If you are a regular reader, you probably know how keen I am about family and sharing with loved ones. For me, the best way to say ‘I love you’ and spend quality time with those I truly cherish, is through food. Sitting around the table, laughing, eating good eats and sipping on my favorite drink is my way of spending a wonderful time. When I entertain at home, most of the time I do not ask my guests to bring a single thing, but if they insist, I suggest they bring their favorite wine. More and more of our friends are choosing Moscato, the deliciously sweet wine that has everyone talking. It is so popular that there is even a national day for it. May 9th was National Moscato Day. I am a fan of Moscato too because it is a flavorful wine perfect to enjoy during more casual occasions. I really like Gallo Family Vineyards Moscato, and I use it both for cooking and drinking. They offer White, Red and Pink Moscato.
The Pink Moscato has notes of aromatic orange blossom – which to me goes really well with other fruity flavors like peaches – plus the sweet refreshing taste of Moscato pairs well with spicy dishes. That is how I came up with these incredible pork chops that you must try at home. What makes this pork chop recipe so incredible is really the Moscato peach-chipotle sauce, which would go really well over chicken or fish too.
To make the sauce, simmer fresh chopped peaches with Pink Moscato and a hint of chipotle in adobo. I added marjoram at the end too, as it is an herb with citrus notes that really compliments the peach, Moscato and chipotle flavors.

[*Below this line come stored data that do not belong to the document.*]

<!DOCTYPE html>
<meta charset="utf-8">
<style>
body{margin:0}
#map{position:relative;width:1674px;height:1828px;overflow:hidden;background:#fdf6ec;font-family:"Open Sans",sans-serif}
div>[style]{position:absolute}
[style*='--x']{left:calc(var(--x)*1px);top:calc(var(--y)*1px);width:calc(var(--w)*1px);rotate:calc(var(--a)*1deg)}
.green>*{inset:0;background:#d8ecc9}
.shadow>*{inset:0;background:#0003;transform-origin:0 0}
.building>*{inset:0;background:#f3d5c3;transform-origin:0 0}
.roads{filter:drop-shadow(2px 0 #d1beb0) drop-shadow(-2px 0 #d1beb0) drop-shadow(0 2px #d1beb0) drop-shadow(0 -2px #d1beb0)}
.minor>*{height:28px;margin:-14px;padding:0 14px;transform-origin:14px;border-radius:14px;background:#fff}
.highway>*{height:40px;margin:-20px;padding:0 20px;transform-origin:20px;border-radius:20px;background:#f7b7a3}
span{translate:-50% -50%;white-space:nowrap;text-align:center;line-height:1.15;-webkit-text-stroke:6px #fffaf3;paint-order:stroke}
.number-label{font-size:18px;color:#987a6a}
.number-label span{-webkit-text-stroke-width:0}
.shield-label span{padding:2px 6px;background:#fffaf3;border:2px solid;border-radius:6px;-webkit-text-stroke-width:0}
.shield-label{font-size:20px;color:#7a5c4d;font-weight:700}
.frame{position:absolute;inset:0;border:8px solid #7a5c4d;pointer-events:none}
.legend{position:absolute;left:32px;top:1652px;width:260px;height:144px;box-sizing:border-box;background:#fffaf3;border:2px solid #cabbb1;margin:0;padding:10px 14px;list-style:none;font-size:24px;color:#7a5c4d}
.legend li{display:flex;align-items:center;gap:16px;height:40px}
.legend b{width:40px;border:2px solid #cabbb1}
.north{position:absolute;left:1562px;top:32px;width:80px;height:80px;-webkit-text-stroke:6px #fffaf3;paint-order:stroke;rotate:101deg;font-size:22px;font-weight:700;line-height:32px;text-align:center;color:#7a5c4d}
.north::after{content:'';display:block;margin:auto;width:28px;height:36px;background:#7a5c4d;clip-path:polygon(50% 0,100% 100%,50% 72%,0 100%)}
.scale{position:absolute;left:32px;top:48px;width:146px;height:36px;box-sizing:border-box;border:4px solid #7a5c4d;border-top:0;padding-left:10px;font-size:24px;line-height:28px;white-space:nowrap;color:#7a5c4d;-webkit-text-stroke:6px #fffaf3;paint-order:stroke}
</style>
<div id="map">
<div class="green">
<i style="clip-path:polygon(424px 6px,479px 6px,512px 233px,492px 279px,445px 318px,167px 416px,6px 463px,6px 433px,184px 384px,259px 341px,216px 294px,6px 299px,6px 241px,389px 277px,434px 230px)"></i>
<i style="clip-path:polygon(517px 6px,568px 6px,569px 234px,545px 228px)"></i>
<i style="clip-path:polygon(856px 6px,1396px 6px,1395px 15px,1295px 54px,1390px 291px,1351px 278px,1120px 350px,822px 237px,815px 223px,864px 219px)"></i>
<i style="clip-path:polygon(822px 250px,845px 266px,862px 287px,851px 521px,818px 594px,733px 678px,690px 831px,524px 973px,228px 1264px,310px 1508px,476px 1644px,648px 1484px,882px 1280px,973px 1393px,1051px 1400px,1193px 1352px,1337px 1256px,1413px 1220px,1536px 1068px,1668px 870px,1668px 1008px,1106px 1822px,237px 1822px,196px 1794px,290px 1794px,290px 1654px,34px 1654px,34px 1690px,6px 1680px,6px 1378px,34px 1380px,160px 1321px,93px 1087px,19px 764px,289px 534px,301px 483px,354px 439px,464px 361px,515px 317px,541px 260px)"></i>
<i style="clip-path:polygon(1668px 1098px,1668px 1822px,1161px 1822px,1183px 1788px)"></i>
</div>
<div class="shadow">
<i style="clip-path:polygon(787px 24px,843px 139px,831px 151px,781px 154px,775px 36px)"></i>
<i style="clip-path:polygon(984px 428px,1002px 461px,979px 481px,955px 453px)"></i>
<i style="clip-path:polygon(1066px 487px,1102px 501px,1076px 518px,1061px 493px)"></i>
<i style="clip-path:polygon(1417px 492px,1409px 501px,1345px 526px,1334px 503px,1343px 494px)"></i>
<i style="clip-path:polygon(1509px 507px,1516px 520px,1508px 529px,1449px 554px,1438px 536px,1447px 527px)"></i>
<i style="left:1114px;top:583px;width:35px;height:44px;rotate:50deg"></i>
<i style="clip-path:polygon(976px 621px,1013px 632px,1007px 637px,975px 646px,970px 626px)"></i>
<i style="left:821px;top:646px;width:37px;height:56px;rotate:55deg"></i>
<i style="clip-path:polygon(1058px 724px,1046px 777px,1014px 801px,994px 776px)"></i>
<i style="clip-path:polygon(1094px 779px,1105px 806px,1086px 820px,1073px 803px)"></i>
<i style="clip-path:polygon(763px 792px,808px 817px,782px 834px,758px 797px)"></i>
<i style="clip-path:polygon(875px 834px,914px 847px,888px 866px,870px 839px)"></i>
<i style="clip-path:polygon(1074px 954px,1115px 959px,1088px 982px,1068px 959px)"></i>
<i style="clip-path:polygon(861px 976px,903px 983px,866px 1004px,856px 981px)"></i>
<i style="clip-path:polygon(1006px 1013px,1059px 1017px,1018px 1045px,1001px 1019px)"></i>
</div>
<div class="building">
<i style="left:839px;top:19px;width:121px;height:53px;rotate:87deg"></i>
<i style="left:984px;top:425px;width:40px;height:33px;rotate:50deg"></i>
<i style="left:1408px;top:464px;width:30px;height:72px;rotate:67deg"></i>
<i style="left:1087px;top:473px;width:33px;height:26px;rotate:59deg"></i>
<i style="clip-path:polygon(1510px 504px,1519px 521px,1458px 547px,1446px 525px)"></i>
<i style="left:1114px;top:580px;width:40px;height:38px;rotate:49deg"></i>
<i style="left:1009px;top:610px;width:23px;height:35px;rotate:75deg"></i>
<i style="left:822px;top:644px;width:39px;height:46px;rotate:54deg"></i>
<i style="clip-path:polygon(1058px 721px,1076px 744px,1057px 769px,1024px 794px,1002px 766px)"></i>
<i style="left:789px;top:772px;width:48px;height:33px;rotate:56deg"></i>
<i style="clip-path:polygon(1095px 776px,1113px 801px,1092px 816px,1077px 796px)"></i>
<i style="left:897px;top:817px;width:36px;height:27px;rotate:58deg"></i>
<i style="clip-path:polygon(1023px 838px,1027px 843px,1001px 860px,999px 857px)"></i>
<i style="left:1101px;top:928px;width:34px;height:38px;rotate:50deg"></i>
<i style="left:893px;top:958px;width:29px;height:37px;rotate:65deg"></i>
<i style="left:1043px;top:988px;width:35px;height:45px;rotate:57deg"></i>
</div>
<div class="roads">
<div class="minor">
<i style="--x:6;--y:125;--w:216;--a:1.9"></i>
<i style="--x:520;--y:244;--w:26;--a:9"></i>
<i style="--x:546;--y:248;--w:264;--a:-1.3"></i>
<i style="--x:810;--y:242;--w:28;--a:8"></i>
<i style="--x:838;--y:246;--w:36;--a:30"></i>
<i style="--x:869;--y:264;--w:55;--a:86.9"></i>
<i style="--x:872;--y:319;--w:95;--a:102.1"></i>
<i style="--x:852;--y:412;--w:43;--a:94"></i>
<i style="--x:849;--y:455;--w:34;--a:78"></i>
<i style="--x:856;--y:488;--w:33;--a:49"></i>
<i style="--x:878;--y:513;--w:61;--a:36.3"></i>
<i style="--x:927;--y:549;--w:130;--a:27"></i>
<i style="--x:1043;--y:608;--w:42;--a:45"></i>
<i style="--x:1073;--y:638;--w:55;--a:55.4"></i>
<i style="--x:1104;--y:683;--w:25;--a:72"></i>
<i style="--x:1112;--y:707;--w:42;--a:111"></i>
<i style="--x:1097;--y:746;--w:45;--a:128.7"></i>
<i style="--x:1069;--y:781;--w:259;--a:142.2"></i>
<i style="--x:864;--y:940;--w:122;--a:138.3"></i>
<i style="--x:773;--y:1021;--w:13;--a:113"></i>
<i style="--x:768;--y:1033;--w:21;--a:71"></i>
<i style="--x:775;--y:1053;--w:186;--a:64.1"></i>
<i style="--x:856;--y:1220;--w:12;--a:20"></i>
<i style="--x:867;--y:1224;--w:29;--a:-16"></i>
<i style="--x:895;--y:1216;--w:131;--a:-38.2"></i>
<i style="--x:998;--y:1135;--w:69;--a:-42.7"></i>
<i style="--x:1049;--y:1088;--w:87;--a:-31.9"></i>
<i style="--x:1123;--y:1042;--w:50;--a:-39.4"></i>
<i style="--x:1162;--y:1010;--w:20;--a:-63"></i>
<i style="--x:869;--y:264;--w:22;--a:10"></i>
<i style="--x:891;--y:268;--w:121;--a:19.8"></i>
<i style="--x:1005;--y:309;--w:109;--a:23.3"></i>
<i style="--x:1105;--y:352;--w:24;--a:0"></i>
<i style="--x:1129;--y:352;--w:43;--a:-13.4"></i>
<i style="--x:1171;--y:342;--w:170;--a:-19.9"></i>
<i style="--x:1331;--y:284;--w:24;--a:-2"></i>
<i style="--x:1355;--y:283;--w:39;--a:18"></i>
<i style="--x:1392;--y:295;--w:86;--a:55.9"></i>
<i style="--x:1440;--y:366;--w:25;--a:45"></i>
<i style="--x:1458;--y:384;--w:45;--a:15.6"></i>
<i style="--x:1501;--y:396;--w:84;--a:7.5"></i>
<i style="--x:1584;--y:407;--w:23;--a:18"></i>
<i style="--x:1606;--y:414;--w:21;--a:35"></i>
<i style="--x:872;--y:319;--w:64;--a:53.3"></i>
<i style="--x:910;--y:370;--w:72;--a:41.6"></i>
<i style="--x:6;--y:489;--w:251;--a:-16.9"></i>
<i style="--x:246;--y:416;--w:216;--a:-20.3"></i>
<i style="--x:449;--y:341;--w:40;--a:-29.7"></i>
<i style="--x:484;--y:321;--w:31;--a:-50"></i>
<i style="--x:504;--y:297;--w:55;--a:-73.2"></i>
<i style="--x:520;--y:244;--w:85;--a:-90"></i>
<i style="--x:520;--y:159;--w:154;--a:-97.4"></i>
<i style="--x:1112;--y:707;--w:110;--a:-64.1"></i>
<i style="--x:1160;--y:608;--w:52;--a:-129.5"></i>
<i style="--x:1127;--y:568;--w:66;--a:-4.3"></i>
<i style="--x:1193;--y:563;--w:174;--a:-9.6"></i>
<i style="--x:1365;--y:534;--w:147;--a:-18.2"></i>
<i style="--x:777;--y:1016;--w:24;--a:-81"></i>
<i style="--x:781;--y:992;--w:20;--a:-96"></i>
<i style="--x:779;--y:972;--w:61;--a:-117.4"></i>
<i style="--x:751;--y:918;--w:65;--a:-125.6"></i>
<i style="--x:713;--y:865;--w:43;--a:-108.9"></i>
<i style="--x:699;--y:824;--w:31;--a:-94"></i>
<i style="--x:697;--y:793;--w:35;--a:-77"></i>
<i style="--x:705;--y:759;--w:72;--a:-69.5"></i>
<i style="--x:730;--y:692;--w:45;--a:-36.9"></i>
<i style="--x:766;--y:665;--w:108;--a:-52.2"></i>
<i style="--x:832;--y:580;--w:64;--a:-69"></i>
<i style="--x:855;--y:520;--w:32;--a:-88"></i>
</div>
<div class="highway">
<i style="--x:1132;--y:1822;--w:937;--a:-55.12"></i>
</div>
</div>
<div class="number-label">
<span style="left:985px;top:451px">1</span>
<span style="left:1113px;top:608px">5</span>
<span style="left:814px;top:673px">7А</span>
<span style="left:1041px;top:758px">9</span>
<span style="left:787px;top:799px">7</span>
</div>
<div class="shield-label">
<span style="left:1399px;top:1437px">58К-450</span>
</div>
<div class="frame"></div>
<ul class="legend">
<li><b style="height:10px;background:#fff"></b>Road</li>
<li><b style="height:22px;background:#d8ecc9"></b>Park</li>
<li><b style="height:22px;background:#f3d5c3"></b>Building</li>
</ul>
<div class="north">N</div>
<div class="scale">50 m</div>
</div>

After searing the pork chops, I covered them in all the yumminess created by reducing the Moscato with the peaches and baked them so they would get glazed. I totally recommend serving this recipe with the Pink Moscato as well.
The Gallo Family Vineyards Moscato has a suggested retail price of $5 a bottle. This wonderful and refreshing wine is a must have for summer entertaining. Follow them on Facebook, Instagram and Twitter and stay up to date with their offers.
- 1 ½ cup Gallo Family Vineyards Pink Moscato
- 1 teaspoon brown sugar
- 1 teaspoon chipotle in adobo sauce
- 1 cup chopped fresh peaches
- 1 teaspoon chopped fresh marjoram
- 2 thick cut pork chops
- 1 tablespoon olive oil
- Salt and pepper to taste
- Add the Pink Moscato to a pot over medium high heat and bring it to a boil.
- Once boiling reduce heat to low and let it simmer.
- Add brown sugar and stir until sugar dissolves.
- Once sugar dissolves add chipotle in adobo sauce and stir until well combined.
- Lastly, add chopped peaches and let it cook until peaches are soft and tender about 15 minutes.
- Add chopped marjoram and cook for five more minutes.
- Remove the sauce from heat and set aside.
- Preheat oven to 450 degrees F.
- Season pork chops with salt and pepper to taste.
- Sear pork chops on a saute pan over high heat with olive oil for about 1 to 2 minutes each side until it browns.
- Place pork chops in an oven safe container and pour moscato peach-chipotle sauce on top.
- Bake for about 10 minutes or until the internal temperature reaches 145 degrees F.